ANDREA TORNIELLICITTÀ DEL VATICANO

Entrata in vigore con il nuovo messale romano il 30 novembre 1969, la riforma post-conciliare ha introdotto molti cambiamenti nella liturgia. Le novità più significative sono la traduzione del rito nelle lingue nazionali e, soprattutto, un notevole arricchimento di testi della Scrittura, con tre letture domenicali (la prima solitamente tratta dall’Antico testamento, la seconda dalle epistole paoline e la terza dai vangeli) che cambiano susseguendosi in tre diversi cicli annuali. Se prima la celebrazione era focalizzata soltanto sull’eucaristia come sacrificio, ora acquista importanza la «mensa della parola» che si affianca alla «mensa del pane». Maggiormente sottolineato è pure l’aspetto assembleare, della cena comunitaria. Di notevole impatto per i fedeli è anche la decisione di far sì che il celebrante non sia più rivolto a Oriente, dando le spalle ai fedeli, ma celebri rivolto verso di loro.

Una prima versione del nuovo rito della messa viene introdotto a partire dal marzo 1965, cinquant'anni fa. Celebrando per la prima volta nella nuova forma, nella parrocchia romana di Ognissanti, il Papa aveva così sintetizzato il suo scopo: «Prima bastava assistere, ora occorre partecipare; prima bastava la presenza, ora occorrono l’attenzione e l’azione; prima qualcuno poteva sonnecchiare e forse chiacchierare; ora no, deve ascoltare e pregare».

Vale la pena ricordare come la necessità di un rinnovamento liturgico e di un maggiore spazio alle lingue nazionali nel rito era stata un’idea che Giovanni Battista Montini aveva avuto fin dagli anni della sua formazione alla scuola dei suoi maestri, padre Giulio Bevilacqua e padre Paolo Caresana. Un’attenzione che nasceva dalla forte attrazione che il giovane Montini avvertiva verso l’essenzialità della liturgia benedettina.

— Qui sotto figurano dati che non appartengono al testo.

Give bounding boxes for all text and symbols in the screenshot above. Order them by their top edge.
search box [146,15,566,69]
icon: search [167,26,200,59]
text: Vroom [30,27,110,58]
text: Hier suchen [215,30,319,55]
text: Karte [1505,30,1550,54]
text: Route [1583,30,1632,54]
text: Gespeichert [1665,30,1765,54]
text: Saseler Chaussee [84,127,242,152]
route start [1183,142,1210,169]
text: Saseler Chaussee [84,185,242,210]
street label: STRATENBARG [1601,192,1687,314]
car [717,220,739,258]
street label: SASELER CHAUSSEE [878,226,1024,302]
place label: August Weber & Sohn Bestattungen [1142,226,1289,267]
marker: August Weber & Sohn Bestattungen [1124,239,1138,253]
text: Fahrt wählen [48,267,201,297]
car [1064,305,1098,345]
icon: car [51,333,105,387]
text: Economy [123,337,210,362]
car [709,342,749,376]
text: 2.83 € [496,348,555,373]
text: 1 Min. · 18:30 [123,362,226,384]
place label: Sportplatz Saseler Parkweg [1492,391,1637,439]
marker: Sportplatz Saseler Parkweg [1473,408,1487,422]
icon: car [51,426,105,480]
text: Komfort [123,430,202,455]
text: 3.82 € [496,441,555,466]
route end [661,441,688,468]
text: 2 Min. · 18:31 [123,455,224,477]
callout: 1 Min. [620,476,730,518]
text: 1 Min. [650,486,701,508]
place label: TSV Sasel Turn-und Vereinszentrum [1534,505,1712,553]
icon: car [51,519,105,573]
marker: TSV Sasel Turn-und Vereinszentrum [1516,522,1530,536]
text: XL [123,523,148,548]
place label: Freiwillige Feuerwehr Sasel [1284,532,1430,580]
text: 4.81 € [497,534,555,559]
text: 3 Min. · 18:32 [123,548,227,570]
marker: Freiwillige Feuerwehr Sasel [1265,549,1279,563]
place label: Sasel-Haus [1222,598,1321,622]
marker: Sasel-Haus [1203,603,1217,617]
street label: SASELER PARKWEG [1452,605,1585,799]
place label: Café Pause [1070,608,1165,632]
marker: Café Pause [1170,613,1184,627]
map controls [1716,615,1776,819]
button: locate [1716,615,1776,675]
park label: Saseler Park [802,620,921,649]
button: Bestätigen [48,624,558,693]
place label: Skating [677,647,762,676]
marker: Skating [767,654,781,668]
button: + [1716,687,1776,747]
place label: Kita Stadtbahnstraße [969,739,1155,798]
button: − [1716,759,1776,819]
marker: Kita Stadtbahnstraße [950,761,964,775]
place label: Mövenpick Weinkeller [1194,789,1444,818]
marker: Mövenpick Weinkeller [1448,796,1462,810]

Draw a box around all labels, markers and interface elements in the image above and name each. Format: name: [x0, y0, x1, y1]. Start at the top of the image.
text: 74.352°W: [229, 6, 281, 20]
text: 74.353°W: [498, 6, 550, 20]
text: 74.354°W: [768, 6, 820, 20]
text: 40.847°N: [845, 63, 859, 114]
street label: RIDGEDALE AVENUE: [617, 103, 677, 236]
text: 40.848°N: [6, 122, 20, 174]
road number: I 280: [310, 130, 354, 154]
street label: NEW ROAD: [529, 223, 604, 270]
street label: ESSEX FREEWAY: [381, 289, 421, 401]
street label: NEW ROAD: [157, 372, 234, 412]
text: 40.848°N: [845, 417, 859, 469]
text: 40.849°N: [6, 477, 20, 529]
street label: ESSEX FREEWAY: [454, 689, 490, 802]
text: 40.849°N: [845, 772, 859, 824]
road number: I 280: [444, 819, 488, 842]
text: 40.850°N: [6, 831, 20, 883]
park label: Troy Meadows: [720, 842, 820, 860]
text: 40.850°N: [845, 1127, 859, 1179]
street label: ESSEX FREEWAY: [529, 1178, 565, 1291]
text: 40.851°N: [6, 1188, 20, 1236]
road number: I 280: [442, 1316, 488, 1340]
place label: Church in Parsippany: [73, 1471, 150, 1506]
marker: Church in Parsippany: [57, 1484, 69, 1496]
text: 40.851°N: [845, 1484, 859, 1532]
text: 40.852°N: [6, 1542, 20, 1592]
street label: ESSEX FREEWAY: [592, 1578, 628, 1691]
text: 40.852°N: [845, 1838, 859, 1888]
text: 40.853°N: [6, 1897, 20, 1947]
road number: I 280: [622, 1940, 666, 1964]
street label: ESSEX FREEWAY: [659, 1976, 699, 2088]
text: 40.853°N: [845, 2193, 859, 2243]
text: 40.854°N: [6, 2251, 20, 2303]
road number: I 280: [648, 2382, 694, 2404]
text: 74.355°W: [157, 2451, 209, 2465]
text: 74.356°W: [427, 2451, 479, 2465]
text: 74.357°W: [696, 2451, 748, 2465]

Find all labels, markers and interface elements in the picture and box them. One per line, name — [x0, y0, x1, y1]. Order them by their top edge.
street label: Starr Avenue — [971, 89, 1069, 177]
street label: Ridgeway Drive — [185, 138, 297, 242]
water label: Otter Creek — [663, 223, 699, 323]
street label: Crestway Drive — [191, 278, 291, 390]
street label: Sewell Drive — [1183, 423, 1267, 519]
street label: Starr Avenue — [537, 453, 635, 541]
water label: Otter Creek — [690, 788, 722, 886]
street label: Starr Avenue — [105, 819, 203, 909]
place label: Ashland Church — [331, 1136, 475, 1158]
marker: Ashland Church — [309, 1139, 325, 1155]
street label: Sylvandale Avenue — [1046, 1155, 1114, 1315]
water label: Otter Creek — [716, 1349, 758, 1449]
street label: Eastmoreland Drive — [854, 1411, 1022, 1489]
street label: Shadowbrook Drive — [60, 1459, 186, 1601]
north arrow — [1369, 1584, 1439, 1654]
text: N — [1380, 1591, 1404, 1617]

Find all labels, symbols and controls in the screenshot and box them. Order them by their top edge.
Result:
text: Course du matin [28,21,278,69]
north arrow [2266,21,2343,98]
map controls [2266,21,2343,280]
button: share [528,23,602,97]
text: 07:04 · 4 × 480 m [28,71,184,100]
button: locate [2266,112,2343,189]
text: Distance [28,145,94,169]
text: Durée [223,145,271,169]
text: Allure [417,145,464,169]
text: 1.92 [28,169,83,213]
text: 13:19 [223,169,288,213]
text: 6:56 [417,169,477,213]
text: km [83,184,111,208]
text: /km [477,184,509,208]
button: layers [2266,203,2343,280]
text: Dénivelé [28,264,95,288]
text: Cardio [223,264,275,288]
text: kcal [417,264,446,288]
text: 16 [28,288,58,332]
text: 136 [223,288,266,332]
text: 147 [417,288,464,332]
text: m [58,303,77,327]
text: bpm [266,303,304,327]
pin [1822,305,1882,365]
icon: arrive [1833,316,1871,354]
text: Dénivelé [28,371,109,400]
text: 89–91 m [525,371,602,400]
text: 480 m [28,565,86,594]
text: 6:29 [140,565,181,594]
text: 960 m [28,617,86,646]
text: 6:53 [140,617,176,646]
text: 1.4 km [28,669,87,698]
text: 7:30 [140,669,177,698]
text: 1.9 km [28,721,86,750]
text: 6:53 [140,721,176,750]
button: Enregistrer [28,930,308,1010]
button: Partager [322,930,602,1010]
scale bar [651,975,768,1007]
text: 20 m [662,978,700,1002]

Durante i lavori della commissione preparatoria del concilio, uno degli interventi più decisi in favore dell’introduzione delle lingue nazionali nella liturgia, era stato proprio quello dell’allora arcivescovo di Milano. Il quale, il 26 marzo 1962, si era dichiarato insoddisfatto per quanto era stato fino a quel momento detto circa l’uso della lingua volgare. Era andato oltre le sollecitazioni dei cardinali che non giudicavano sufficiente l’introduzione del volgare nelle letture, nelle ammonizioni, nelle orazioni e nei canti; aveva proposto la lingua volgare anche nell’introito, nel Credo, nell’offertorio e nel Pater noster. Inoltre aveva chiesto venissero celebrati in lingua volgare i sacramenti e sacramentali. E aveva concluso con queste parole: «Se escludiamo la lingua volgare dalla liturgia, perdiamo indubbiamente un’ottima occasione per educare rettamente il popolo e restaurare il culto divino».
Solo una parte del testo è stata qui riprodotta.